Greeks who voted "No" in the referendum were rejecting the austerity demands of international creditors, whereas Greeks who voted "Yes" were casting a vote in favor of an acceptance of bailout funds in exchange for Greece agreeing to budget cuts and other austerity measures set forth by the lenders.

European Union authorities made a last-ditch offer to Athens Tuesday to save the country from going bankrupt, in what Greek citizens hoped would be an 11th-hour deal with creditors. However, Greek Prime Minister Alexis Tsipras has refused up to this point to accept the tough austerity measures creditors are demanding — tax hikes and pension cuts — in exchange for bailout funds. The major obstacles during negotiations have been pension reforms and VAT discounts for the Greek islands.

After negotiations collapsed last weekend, the Greek government announced Sunday's bailout referendum.

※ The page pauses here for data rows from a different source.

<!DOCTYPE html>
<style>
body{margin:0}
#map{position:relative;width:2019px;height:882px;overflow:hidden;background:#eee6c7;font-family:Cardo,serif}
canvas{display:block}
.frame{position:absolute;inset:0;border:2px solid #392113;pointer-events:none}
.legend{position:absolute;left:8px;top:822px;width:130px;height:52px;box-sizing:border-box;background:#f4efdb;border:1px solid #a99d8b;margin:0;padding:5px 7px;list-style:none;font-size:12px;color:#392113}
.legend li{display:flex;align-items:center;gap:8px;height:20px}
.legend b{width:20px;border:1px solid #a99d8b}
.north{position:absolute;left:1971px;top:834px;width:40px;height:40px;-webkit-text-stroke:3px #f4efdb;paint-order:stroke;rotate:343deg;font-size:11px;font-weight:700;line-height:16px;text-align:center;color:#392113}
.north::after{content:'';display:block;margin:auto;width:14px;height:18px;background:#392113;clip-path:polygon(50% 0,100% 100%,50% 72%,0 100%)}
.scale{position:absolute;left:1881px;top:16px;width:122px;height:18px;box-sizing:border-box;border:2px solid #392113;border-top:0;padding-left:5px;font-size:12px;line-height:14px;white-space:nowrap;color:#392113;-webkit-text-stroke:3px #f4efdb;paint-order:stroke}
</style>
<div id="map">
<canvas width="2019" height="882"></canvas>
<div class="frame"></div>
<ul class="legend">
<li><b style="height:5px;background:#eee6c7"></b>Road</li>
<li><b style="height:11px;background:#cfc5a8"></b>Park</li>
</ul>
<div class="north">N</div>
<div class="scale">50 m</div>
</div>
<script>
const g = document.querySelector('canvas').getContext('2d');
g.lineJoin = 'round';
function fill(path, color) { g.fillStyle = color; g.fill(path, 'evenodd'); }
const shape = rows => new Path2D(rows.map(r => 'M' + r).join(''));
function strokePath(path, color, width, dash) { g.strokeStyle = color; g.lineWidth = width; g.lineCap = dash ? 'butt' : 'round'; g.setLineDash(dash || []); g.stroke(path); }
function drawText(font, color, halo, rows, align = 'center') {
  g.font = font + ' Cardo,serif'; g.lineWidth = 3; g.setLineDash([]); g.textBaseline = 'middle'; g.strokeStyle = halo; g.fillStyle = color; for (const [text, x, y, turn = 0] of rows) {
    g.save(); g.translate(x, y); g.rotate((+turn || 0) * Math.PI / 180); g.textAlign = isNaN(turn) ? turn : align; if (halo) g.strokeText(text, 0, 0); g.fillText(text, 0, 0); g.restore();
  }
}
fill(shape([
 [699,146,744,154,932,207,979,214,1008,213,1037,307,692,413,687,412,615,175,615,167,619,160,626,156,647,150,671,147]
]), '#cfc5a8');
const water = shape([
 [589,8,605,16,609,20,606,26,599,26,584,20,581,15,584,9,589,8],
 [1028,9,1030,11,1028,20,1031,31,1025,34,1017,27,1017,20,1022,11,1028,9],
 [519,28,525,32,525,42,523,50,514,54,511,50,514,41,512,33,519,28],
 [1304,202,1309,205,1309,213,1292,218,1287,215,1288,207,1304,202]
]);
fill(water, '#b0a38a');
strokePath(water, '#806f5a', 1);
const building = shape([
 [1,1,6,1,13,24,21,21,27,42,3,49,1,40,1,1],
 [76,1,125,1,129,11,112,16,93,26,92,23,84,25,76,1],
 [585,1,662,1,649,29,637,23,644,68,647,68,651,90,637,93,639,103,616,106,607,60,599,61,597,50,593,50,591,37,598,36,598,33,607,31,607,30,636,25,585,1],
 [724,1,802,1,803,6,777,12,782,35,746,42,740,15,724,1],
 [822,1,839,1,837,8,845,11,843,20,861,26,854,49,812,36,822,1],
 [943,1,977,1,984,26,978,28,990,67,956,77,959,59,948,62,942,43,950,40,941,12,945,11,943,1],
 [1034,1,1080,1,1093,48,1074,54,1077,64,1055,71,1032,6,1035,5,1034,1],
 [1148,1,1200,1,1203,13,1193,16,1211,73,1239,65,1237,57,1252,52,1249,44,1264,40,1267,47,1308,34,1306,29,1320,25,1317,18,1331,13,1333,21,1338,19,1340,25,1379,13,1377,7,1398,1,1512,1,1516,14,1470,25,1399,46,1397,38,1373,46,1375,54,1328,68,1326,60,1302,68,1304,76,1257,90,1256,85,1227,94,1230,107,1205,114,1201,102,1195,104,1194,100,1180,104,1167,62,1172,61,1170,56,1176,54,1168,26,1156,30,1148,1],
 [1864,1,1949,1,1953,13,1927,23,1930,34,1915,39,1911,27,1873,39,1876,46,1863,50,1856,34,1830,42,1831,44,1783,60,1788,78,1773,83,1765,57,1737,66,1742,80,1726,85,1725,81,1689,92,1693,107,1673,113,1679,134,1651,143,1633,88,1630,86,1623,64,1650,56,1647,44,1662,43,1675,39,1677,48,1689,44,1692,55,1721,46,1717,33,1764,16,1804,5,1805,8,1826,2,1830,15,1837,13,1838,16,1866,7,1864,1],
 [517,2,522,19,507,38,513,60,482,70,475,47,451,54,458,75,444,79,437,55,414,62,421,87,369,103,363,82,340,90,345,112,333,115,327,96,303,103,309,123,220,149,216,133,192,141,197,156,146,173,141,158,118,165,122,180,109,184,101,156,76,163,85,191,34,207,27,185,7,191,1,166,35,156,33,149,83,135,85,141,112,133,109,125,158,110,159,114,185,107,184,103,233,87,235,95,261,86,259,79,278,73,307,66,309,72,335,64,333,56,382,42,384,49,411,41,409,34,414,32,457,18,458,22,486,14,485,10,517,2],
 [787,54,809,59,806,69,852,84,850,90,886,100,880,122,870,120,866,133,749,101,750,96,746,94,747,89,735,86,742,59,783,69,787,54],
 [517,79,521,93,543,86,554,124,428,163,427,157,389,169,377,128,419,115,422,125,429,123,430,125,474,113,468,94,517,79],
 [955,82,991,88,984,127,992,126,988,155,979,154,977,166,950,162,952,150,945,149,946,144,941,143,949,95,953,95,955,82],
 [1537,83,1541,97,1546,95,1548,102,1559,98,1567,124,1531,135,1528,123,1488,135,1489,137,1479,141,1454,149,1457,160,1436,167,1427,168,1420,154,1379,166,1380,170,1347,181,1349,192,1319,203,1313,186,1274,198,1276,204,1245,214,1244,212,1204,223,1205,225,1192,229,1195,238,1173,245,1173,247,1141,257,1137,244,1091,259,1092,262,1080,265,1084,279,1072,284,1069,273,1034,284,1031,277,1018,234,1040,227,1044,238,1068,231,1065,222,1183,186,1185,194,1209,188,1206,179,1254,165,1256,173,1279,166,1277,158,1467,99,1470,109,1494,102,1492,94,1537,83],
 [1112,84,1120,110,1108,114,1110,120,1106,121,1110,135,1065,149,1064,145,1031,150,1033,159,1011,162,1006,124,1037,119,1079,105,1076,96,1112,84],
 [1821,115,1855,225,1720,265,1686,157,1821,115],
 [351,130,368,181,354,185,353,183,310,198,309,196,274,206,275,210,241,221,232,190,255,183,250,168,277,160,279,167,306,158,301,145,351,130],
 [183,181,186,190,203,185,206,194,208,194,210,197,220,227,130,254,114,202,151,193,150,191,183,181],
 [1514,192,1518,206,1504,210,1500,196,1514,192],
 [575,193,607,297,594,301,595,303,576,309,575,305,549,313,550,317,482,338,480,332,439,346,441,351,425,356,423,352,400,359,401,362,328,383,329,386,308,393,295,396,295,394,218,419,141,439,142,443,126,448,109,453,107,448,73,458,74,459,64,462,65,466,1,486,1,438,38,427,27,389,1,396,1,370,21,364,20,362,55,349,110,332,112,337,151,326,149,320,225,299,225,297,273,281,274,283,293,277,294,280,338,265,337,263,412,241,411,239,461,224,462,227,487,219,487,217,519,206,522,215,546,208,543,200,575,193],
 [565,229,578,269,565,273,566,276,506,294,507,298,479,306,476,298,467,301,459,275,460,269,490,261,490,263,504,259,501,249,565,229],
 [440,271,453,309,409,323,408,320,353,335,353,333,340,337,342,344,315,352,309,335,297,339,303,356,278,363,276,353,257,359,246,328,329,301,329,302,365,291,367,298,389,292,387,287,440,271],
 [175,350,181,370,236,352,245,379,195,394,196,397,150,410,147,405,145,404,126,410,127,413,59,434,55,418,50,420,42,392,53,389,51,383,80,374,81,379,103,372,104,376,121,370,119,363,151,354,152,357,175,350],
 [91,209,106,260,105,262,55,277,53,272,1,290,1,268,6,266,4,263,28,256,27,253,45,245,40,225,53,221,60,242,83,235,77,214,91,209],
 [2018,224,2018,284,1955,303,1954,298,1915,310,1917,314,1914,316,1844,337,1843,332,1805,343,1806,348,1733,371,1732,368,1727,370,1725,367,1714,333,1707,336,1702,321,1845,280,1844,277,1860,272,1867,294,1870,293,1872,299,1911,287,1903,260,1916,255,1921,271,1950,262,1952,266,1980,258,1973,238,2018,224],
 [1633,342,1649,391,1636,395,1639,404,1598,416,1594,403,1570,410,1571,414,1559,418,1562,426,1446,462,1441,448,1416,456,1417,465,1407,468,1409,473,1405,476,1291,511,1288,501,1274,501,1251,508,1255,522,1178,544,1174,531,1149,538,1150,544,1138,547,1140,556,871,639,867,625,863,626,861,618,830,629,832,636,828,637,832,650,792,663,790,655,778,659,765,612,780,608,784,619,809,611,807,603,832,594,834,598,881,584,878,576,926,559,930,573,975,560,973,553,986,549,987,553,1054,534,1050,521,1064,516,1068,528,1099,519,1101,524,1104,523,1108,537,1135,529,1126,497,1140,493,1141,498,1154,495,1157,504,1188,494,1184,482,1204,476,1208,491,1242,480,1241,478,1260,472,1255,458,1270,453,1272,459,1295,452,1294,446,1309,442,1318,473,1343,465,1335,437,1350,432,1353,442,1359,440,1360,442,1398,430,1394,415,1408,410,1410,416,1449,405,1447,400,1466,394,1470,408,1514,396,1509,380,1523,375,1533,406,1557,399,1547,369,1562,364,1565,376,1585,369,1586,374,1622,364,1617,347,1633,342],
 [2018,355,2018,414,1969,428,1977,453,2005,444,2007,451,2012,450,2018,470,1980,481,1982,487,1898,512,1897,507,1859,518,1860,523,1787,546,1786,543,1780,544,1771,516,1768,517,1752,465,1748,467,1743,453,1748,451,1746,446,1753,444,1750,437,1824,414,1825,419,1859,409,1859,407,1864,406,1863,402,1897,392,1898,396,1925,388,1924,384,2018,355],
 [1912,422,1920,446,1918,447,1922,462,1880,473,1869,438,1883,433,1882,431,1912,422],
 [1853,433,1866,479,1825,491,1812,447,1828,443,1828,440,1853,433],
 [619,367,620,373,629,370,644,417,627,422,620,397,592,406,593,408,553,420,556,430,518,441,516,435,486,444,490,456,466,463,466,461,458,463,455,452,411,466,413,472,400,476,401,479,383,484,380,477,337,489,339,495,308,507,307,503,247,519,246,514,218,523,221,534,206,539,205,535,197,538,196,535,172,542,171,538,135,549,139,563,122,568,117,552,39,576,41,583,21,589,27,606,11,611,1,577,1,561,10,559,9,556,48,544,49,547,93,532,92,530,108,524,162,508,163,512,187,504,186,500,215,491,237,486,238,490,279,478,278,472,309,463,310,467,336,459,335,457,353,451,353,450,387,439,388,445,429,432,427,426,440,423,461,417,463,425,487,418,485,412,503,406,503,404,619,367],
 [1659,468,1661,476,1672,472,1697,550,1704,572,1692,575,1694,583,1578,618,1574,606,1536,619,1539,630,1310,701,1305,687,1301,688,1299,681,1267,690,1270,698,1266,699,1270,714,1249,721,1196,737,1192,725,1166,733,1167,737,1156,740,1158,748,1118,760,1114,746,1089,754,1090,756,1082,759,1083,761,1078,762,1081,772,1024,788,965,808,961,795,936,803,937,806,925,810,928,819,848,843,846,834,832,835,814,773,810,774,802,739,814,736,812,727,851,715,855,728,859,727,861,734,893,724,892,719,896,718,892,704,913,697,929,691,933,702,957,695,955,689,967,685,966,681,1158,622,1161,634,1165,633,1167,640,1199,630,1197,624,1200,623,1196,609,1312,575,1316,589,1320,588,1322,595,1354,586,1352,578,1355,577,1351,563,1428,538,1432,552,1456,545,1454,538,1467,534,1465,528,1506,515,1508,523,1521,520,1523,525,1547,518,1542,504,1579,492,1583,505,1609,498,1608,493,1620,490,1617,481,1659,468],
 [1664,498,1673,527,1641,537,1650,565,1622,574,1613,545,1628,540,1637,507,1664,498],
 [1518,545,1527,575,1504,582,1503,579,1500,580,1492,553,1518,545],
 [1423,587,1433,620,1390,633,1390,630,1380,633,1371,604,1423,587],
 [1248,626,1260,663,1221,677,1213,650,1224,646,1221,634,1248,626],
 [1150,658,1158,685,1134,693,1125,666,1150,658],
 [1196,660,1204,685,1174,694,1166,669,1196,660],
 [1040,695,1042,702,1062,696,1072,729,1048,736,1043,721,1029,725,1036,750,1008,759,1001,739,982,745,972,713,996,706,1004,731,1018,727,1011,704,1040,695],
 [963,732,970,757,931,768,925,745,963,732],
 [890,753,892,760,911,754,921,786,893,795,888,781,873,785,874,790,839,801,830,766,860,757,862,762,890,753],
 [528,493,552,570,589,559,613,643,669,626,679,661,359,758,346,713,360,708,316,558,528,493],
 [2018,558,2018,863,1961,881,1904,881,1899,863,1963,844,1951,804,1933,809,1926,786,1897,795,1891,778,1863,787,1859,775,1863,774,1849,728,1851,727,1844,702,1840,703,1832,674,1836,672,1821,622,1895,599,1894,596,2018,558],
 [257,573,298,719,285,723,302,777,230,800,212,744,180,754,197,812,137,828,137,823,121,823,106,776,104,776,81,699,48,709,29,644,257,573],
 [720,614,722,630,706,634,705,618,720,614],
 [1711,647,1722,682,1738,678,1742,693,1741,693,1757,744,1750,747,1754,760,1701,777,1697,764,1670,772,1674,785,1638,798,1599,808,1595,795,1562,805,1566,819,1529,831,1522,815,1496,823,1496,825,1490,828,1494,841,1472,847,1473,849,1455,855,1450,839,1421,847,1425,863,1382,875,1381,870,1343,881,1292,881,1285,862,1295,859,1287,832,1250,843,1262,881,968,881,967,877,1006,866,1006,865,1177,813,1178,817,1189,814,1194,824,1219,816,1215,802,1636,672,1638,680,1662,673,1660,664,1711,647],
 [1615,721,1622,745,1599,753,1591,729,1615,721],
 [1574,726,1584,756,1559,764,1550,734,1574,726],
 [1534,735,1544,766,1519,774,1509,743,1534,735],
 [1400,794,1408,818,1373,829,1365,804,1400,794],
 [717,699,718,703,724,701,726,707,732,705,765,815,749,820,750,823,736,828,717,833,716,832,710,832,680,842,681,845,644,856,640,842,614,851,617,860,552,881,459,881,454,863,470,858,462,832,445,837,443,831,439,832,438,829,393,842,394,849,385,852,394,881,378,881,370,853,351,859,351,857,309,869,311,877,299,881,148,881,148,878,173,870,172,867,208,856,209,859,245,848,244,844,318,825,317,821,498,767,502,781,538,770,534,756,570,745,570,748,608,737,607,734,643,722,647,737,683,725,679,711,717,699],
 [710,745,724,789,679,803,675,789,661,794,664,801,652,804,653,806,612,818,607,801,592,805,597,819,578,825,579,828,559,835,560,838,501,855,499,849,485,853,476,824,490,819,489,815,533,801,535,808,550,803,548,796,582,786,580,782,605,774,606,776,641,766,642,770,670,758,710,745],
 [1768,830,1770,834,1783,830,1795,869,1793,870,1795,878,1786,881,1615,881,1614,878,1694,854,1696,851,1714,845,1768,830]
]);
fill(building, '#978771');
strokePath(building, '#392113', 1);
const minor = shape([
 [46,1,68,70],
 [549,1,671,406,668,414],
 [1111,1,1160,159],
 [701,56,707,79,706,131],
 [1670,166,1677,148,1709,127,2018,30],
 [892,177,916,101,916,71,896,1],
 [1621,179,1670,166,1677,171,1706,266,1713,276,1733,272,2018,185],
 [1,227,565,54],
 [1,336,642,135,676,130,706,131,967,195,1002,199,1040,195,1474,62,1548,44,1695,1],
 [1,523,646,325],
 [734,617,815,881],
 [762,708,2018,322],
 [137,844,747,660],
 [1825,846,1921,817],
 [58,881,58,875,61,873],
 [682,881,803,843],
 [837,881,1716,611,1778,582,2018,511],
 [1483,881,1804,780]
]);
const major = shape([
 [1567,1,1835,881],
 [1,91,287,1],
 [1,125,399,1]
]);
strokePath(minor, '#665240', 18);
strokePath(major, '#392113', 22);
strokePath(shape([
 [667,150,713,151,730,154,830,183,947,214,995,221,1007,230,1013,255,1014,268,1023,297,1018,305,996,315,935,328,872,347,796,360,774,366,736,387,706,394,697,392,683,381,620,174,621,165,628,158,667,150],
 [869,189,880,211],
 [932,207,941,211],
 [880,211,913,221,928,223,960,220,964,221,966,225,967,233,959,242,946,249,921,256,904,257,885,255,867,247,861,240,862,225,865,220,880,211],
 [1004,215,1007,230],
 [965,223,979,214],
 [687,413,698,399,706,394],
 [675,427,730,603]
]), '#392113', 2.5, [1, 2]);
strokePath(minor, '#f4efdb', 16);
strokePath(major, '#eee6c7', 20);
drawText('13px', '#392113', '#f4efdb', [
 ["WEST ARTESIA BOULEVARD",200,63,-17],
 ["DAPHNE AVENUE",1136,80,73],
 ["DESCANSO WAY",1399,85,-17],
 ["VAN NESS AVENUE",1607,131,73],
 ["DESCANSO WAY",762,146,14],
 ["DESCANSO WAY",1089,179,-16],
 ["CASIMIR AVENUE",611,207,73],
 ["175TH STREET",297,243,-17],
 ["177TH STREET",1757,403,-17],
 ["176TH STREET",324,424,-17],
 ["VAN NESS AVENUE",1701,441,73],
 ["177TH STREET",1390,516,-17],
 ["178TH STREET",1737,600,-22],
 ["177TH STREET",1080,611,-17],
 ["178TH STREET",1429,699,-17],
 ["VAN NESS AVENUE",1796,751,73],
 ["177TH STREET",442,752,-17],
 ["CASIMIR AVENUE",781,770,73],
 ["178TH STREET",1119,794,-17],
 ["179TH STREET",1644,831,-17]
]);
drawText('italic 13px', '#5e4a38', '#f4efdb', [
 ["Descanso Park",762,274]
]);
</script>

Tsipras expects a “No” vote will enable him to come back stronger to the negotiating table.

Talks between Greece and its international creditors have stalled multiple times in the last four months. Greece struck a deal with the European Union (EU) in February to get 7 billion euros ($8 billion) in extra bailout funds, in exchange for economic reforms. The deal specified that the funds would not be released until Tsipras’ administration submitted reform plans that were approved by the country’s three creditors -- the International Monetary Fund, the European Central Bank and the European Commission.